[Start of section]

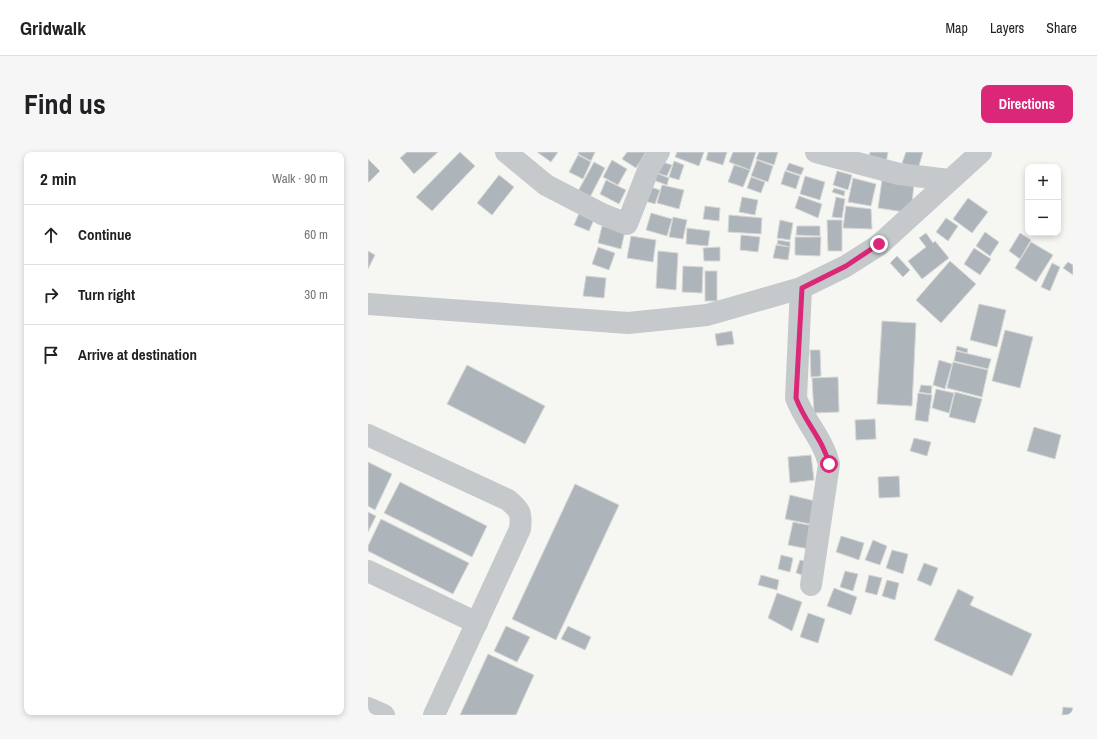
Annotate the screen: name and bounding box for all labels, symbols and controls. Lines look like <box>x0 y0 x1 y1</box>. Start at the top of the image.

[End of section]
[Start of section]

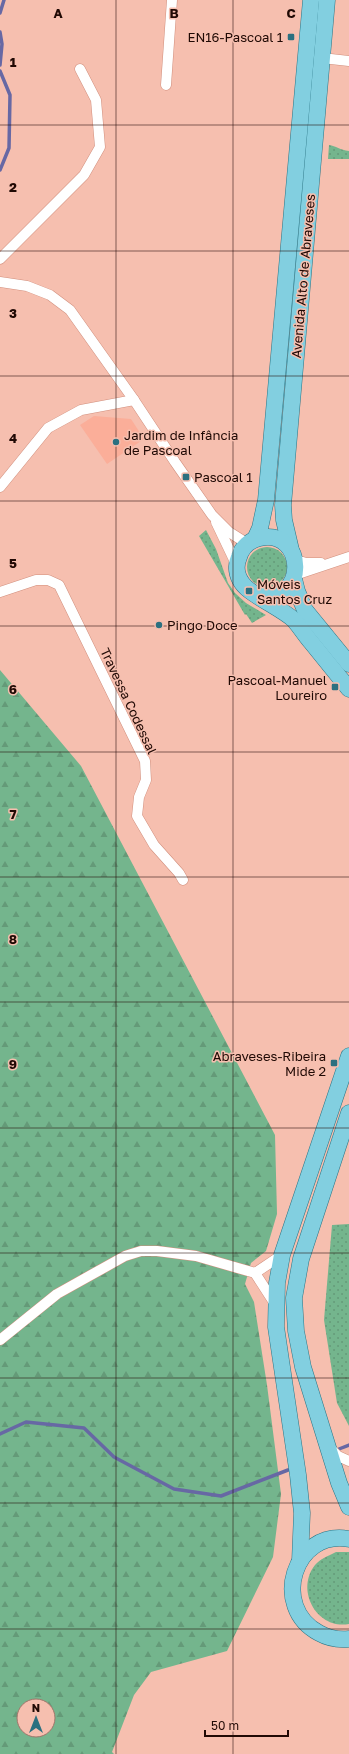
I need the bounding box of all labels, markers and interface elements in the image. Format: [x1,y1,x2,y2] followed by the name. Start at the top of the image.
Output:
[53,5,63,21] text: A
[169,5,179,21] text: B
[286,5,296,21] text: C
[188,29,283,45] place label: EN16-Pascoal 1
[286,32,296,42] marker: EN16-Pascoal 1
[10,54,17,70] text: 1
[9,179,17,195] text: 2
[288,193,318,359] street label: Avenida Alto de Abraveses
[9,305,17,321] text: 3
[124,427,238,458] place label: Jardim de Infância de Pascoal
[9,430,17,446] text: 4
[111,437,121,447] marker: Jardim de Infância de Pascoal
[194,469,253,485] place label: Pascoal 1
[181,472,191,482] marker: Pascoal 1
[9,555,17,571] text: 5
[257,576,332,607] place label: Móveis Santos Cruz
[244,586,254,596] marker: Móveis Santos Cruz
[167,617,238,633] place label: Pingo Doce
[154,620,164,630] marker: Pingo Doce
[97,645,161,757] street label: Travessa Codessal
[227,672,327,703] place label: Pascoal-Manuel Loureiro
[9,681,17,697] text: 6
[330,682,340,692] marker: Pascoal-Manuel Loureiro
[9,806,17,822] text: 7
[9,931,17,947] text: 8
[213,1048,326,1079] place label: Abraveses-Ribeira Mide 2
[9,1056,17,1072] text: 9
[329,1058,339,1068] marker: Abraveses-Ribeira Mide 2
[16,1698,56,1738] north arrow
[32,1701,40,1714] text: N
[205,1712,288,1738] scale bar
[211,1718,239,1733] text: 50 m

[End of section]
[Start of section]

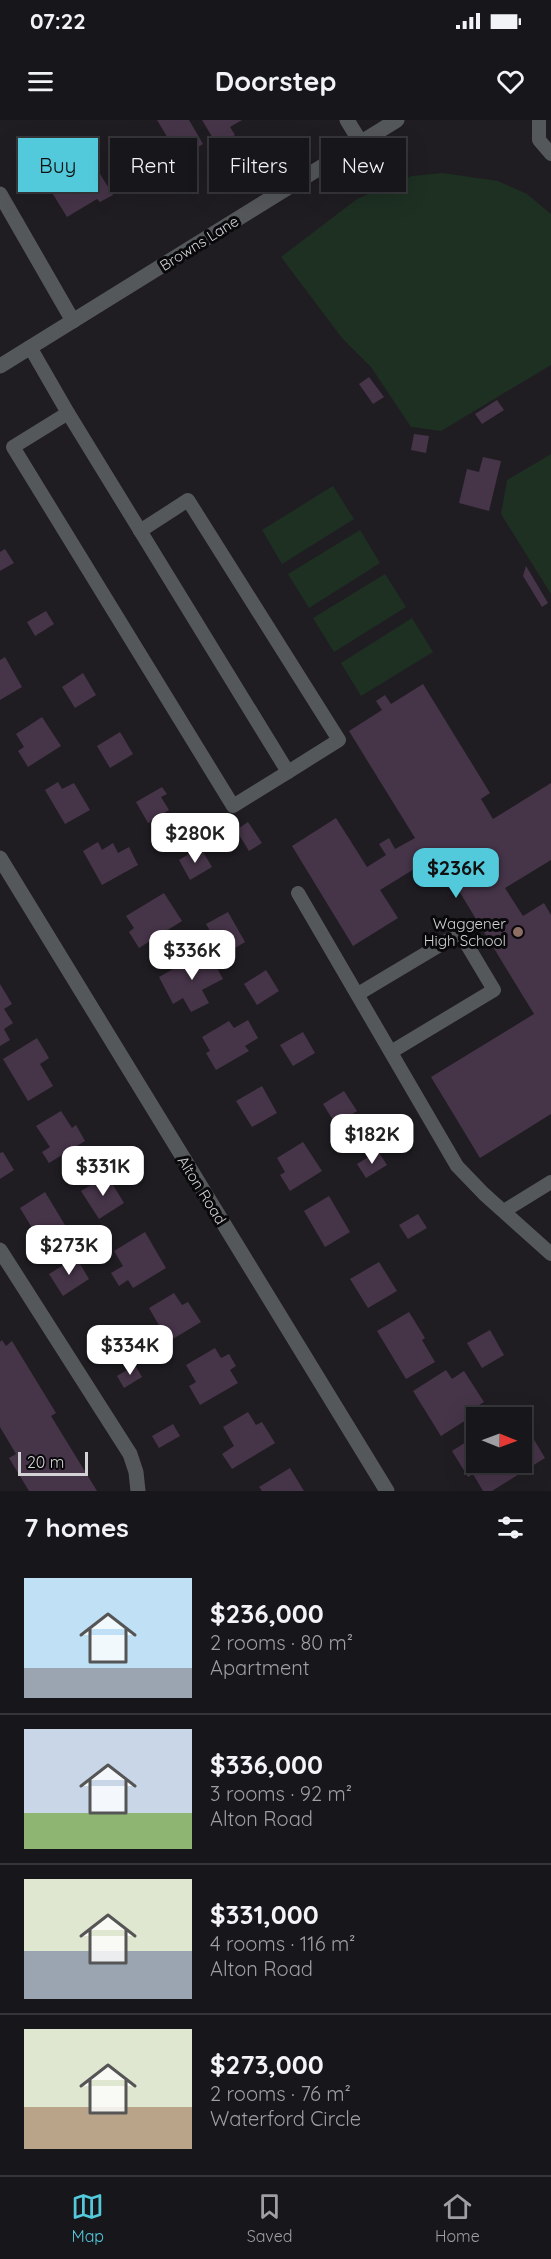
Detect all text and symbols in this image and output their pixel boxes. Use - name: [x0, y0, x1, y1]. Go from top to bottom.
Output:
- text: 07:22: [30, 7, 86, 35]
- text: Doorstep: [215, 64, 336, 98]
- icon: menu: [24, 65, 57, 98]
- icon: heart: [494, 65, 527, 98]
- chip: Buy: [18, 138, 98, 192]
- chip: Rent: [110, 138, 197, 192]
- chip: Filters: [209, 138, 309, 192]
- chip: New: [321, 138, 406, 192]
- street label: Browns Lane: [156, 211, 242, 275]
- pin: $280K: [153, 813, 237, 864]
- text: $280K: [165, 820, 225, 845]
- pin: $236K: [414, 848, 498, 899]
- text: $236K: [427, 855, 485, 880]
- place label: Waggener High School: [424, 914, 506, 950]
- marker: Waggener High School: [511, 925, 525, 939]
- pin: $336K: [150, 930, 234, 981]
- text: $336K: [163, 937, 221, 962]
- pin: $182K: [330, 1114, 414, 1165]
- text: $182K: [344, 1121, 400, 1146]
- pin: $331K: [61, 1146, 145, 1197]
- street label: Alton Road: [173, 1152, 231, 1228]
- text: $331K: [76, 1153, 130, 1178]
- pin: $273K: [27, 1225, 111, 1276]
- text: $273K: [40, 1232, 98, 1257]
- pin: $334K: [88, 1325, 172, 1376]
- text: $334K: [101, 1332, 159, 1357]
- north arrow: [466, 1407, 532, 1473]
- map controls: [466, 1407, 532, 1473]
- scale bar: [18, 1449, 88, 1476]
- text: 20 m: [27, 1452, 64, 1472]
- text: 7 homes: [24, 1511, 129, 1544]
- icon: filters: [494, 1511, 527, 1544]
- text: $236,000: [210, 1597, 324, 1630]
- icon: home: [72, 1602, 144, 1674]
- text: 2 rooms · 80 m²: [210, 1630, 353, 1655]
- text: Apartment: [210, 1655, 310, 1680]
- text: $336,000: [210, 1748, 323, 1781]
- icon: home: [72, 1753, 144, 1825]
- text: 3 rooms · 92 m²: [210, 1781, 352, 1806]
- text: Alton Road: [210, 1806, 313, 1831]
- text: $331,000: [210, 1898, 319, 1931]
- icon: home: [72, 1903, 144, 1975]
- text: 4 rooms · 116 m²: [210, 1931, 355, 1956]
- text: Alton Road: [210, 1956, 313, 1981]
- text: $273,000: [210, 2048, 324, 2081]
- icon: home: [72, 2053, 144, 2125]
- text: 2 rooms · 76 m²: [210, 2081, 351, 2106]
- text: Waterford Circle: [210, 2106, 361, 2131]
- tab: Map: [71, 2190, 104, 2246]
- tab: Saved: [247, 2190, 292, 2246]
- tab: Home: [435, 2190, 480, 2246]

[End of section]

### Task to complete
Only a number is expected in reply: how many lines of the entries hold the word "labels"?

### Exercise output
2